Ao que se vê nos vídeos, ele atentou apenas contra si e contra uma estátua, jogando-lhe aparentes rojões e, ainda por cima, errando, mas foi o suficiente para ser alçado a uma espécie de sniper tupiniquim, que atentou contra a democracia e as instituições.
Tendo escrito em redes sociais que desgostava tanto de Lula quanto de Bolsonaro, foi rapidamente carimbado pela mídia como um louco de direita. Afinal, para a imprensa, não pode haver extremismo de outro espectro político. Já pensou ver o homem ser chamado nos jornais de extremo-isentão? Não dá.
Um site jornalístico que ninguém mais lê, mas que se vende como nem de direita nem de esquerda, estampou uma manchete desesperada, anunciando que o homem se autodenominava patriota, como a dizer: tome, direita, que o filho, ou melhor, o morto, é teu.
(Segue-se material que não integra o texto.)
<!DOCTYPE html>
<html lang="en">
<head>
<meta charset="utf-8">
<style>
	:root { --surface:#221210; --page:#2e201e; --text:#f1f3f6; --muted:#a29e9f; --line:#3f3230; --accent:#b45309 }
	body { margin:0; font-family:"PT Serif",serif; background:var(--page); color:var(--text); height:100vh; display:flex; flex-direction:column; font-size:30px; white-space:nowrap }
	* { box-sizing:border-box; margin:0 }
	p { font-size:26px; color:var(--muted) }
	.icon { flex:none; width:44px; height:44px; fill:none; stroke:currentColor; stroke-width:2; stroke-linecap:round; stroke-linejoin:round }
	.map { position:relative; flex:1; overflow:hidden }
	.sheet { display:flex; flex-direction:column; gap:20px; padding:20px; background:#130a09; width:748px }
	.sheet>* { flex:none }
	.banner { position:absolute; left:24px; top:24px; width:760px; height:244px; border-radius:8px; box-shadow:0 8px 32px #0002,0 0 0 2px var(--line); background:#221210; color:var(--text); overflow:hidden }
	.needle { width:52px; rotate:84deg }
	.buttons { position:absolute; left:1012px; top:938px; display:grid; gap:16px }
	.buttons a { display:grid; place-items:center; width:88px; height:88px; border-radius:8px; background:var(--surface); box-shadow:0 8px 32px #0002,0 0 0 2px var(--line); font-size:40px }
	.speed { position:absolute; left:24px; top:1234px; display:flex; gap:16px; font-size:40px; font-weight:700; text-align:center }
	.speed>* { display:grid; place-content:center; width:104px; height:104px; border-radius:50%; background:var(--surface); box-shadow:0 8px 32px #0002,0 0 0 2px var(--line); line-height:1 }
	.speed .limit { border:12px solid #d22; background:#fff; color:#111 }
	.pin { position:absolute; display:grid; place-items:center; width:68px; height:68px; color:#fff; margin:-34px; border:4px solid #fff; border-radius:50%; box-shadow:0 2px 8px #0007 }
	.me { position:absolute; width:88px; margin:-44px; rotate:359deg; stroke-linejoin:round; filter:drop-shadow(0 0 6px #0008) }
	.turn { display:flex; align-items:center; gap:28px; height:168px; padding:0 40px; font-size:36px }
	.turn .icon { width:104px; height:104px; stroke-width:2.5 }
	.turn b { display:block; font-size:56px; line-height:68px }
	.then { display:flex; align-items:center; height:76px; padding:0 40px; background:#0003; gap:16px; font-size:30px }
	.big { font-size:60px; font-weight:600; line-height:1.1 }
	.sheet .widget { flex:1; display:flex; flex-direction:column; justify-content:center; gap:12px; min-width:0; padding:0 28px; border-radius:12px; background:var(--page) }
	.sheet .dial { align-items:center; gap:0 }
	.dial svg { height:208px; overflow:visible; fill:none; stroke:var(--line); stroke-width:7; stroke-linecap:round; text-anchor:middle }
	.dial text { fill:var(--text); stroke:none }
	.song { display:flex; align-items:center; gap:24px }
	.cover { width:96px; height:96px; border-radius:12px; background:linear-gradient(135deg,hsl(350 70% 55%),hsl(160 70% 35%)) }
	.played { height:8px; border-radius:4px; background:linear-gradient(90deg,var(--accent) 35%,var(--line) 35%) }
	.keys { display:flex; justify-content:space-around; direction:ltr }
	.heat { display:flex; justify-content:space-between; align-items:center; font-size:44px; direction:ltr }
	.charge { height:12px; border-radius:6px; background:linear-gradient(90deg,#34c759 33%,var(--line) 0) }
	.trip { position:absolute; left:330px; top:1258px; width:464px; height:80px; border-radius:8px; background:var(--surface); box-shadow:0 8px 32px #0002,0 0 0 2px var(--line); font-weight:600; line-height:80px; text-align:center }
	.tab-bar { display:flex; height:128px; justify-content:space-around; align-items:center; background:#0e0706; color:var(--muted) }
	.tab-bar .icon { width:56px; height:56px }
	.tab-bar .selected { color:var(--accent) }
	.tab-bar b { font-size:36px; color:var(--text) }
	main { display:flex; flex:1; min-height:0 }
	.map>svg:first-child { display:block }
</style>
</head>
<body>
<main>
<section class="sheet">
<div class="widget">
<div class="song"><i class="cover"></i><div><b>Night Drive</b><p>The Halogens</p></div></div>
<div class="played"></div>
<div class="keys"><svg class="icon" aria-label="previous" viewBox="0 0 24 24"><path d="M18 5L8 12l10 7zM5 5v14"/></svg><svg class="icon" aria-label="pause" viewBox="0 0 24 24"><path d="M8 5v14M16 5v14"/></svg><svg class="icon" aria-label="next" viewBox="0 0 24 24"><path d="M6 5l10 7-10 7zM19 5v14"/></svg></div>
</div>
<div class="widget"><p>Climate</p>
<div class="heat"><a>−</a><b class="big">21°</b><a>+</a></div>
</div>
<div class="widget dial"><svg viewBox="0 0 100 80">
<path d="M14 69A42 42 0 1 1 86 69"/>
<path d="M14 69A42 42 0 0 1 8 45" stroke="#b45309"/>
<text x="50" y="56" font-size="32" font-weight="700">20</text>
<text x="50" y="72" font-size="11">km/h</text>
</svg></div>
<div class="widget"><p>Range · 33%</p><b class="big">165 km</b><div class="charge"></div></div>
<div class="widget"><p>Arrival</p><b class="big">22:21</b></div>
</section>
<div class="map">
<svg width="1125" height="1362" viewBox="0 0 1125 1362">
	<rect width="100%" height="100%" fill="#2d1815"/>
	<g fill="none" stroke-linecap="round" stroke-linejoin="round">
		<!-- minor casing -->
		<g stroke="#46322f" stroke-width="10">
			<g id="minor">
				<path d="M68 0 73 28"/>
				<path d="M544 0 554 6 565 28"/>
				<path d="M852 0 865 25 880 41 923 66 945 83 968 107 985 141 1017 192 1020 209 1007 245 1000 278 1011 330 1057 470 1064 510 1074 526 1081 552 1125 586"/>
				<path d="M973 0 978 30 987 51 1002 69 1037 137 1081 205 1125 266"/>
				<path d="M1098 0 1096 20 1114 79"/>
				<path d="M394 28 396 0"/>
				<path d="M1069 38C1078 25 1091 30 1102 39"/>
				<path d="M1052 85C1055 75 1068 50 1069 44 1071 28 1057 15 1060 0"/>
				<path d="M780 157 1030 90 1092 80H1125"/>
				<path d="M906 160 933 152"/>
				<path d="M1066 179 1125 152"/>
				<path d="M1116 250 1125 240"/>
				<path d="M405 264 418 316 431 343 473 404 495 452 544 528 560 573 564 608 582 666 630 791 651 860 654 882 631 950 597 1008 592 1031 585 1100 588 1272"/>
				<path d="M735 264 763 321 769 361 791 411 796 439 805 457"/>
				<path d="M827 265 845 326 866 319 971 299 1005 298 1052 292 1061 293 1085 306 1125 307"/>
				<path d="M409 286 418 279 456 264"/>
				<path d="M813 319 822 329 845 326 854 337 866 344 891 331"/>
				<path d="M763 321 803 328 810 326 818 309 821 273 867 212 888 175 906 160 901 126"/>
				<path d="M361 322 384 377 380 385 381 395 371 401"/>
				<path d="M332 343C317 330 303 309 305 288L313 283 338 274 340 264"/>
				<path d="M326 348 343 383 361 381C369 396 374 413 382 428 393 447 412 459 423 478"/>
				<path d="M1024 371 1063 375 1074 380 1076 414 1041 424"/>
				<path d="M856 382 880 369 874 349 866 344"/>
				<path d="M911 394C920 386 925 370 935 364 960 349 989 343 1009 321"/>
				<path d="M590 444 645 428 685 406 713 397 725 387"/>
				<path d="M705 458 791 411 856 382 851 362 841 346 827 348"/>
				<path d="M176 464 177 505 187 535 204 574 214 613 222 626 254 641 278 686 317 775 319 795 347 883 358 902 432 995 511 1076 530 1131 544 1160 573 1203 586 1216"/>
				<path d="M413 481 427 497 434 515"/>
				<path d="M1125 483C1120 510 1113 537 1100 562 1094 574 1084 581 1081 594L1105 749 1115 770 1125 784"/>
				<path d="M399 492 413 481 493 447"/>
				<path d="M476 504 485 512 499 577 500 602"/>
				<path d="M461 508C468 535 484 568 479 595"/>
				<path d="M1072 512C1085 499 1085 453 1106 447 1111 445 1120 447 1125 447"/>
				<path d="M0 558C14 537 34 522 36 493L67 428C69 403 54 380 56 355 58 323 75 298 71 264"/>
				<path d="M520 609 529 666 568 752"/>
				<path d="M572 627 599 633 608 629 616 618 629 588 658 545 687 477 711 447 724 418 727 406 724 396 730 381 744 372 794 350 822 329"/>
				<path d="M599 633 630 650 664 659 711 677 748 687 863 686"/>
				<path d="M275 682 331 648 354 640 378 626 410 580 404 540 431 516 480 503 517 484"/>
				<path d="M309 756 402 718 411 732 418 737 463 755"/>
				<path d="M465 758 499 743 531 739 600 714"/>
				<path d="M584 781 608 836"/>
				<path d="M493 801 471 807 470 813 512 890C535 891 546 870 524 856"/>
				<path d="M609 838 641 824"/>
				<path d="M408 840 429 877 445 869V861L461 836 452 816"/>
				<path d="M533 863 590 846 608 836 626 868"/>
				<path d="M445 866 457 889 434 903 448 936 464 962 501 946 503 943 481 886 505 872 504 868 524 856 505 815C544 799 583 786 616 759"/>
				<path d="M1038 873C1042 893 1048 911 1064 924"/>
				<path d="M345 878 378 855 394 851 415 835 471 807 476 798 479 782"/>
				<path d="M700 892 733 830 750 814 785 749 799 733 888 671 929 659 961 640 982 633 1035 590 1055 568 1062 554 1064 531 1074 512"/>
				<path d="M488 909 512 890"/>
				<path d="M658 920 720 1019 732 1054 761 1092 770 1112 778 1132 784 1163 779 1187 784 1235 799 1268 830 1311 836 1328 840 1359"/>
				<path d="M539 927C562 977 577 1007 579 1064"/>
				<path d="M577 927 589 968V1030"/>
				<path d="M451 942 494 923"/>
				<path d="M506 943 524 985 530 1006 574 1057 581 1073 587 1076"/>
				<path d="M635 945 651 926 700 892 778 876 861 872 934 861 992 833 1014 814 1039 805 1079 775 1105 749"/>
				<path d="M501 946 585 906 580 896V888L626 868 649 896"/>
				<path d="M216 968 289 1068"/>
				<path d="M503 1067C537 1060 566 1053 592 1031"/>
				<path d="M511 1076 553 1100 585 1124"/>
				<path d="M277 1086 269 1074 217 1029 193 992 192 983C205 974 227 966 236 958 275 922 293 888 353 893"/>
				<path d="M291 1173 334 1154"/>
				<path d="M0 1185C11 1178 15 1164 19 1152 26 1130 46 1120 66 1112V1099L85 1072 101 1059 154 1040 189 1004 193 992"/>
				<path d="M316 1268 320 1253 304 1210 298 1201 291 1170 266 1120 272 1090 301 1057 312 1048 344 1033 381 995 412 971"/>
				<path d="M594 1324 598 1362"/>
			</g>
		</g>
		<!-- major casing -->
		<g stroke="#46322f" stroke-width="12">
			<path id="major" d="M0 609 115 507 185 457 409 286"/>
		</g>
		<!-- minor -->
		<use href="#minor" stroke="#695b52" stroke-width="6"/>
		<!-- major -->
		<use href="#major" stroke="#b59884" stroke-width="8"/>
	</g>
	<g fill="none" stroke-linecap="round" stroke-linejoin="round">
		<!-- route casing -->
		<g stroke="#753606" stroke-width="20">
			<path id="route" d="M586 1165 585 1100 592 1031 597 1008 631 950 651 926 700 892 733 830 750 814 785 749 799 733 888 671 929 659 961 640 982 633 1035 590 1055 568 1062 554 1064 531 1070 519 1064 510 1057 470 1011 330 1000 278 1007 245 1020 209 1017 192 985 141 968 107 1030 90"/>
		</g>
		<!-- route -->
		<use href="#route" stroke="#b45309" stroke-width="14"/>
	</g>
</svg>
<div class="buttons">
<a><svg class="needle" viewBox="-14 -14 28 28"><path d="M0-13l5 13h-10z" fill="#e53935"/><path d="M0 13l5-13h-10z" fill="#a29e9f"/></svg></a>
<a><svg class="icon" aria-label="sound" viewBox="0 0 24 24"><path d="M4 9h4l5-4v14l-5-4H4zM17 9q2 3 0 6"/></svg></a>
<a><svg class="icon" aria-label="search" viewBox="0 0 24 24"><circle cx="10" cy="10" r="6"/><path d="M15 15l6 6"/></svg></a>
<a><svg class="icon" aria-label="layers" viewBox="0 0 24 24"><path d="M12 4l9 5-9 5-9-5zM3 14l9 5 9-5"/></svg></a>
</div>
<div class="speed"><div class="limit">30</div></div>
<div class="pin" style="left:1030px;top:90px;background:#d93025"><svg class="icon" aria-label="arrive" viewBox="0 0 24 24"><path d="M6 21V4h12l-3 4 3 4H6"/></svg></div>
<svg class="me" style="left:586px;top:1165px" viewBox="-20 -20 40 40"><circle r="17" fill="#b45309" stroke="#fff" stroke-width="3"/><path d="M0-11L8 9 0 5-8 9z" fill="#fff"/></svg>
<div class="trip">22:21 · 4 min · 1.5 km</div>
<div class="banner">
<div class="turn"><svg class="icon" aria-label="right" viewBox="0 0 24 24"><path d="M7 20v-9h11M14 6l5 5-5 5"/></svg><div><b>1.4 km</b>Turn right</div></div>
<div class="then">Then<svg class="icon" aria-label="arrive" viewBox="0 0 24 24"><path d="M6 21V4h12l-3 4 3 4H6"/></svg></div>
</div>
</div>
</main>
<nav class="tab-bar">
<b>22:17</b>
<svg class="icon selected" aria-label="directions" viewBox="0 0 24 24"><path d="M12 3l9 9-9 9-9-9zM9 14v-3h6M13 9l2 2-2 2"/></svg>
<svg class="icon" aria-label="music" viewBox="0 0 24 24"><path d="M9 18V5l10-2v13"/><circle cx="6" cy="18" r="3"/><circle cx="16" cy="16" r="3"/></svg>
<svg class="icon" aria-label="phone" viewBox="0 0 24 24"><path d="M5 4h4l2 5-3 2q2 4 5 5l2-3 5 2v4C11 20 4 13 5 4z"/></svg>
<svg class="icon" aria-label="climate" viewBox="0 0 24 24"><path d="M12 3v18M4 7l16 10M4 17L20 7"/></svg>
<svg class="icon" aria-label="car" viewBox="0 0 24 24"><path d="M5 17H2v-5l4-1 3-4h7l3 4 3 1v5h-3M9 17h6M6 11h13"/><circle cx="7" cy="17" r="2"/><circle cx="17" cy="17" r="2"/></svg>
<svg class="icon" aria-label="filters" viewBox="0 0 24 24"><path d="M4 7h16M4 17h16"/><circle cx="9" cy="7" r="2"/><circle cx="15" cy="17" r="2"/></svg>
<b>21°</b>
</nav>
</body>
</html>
Mas o mais sujo de tudo isso, definitivamente, foi aproximar o perturbado homem a um símbolo do perigo da liberdade de expressão nas redes sociais. O homem tem sido tratado pela imprensa como alguém enlouquecido pelas redes tóxicas. Como se o mundo antes das redes não fosse tóxico, como se em países com redes reguladas e censuradas não houvesse terror, como se os loucos precisassem de uma motivação para além de sua loucura para serem loucos.
A ambição de uma rede social higienizada, com uma liberdade anestesiada, é burra: desconsidera que a receita de um bolo tem que dar errado antes, para sair boa depois, que criança que não se suja na lama não aprende a ser gente, que debate sem confronto é domesticação política.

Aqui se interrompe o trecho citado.